Court Rulings Say EP, Not On-call MD, Was Legally Responsible for Patient
Hand-off process should be formalized
An on-call specialist may have given recommendations for an emergency department (ED) patient's care, but that doesn't mean he or she is legally responsible.
The emergency physician (EP) has responsibility for the patient as long as the patient remains in the ED, emphasizes Glenna Schindler, MPH, RN, CPHQ, CPHRM, a risk management specialist at Endurance Insurance — U.S. Healthcare in Chesterfield, MO.
"A formal hand-off communication is necessary for continuity of care, and assurance that one provider is giving responsibility for the care of the patient to another provider," says Schindler.
The EP must never assume that he or she is not ultimately responsible for a patient until the patient is transferred to an inpatient unit or to another facility, advises Schindler. "Increasing patient volumes may increase stress levels for ED staff, but it does not remove the obligation of supervision of a patient's care," she says.
Courts Say No Patient-physician Relationship
Courts may not see the on-call specialist as having "accepted" the patient from the EP, even if the specialist provides recommendations to the EP regarding the patient's care.
In a Texas case, an on-call specialist was contacted by an EP, and a patient's case was discussed.1 The on-call physician recommended a particular treatment, which was implemented by the EP.

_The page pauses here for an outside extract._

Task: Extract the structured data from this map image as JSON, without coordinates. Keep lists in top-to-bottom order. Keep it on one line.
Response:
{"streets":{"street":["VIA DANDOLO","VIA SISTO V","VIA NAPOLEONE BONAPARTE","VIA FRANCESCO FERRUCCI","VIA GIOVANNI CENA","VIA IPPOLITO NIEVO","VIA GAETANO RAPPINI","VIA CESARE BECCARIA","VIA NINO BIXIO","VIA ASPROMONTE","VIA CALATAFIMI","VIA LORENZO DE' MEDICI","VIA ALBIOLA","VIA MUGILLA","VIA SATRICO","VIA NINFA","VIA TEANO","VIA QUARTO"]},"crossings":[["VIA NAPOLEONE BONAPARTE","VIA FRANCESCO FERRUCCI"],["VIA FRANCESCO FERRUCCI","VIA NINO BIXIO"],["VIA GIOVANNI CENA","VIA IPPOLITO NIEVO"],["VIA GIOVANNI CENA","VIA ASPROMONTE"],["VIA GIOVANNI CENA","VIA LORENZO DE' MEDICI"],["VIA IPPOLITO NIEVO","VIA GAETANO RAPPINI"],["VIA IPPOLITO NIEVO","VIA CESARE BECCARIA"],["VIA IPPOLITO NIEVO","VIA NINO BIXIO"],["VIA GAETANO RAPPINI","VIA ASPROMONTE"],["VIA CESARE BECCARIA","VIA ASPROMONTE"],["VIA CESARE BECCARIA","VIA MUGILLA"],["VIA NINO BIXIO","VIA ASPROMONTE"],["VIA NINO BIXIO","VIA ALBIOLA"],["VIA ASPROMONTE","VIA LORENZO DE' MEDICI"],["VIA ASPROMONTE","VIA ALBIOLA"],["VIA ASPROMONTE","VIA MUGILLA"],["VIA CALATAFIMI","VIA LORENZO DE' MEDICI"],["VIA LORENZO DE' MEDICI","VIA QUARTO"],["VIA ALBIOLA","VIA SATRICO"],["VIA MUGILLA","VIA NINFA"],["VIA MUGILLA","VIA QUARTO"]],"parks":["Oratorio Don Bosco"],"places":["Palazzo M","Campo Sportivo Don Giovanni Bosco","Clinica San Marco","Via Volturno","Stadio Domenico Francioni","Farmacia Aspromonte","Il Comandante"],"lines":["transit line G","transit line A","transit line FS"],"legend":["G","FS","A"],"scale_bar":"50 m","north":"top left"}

"The on-call specialist was again contacted following implementation of the recommended treatment, but the on-call specialist did not come to the ED," says Schindler. The patient subsequently stopped breathing, was unable to be intubated by the EP, and a tracheostomy was performed.
The on-call specialist then arrived at the ED, examined the patient, and had the patient transferred to the intensive care unit (ICU). The patient had suffered an anoxic brain injury and was declared brain dead three days later.
"The trial and appeals courts determined there was no physician-patient relationship between the on-call specialist and the patient just because the ED physician had consulted with the on-call specialist," says Schindler. Ultimately, the on-call specialist was found not to be responsible for the patient, as the ED physician was free to accept or reject the on-call specialist's advice.
In a Kansas case, it was again found that an on-call specialist was not responsible for an ED patient just because of the specialist's on-call status.2
In that case, the on-call physician informed the EP that he would not come to the ED due to extreme fatigue. "Eventually, the patient was transferred to a medical center for care of his spinal cord injury and neck fractures," says Schindler. The patient alleged a delay in treatment by the neurologist caused his poor outcome.
"In both of these cases, the ED physician was considered to be the treating physician, as the on-call specialists had not formally accepted responsibility for the patient," says Schindler.
Even patients requiring ICU care who have been accepted to the ICU but remain in the ED continue to be the responsibility of the EP, says Schindler. She points to a 2011 clinical practice committee statement published by the American Academy of Emergency Medicine regarding patients requiring ICU admission. (To view the statement, go to http://bit.ly/1ivqGkQ.)
"These patients should have expedited — less than two hours — admission to the ICU, to relieve the ED physician of the responsibility for these critically ill patients," says Schindler.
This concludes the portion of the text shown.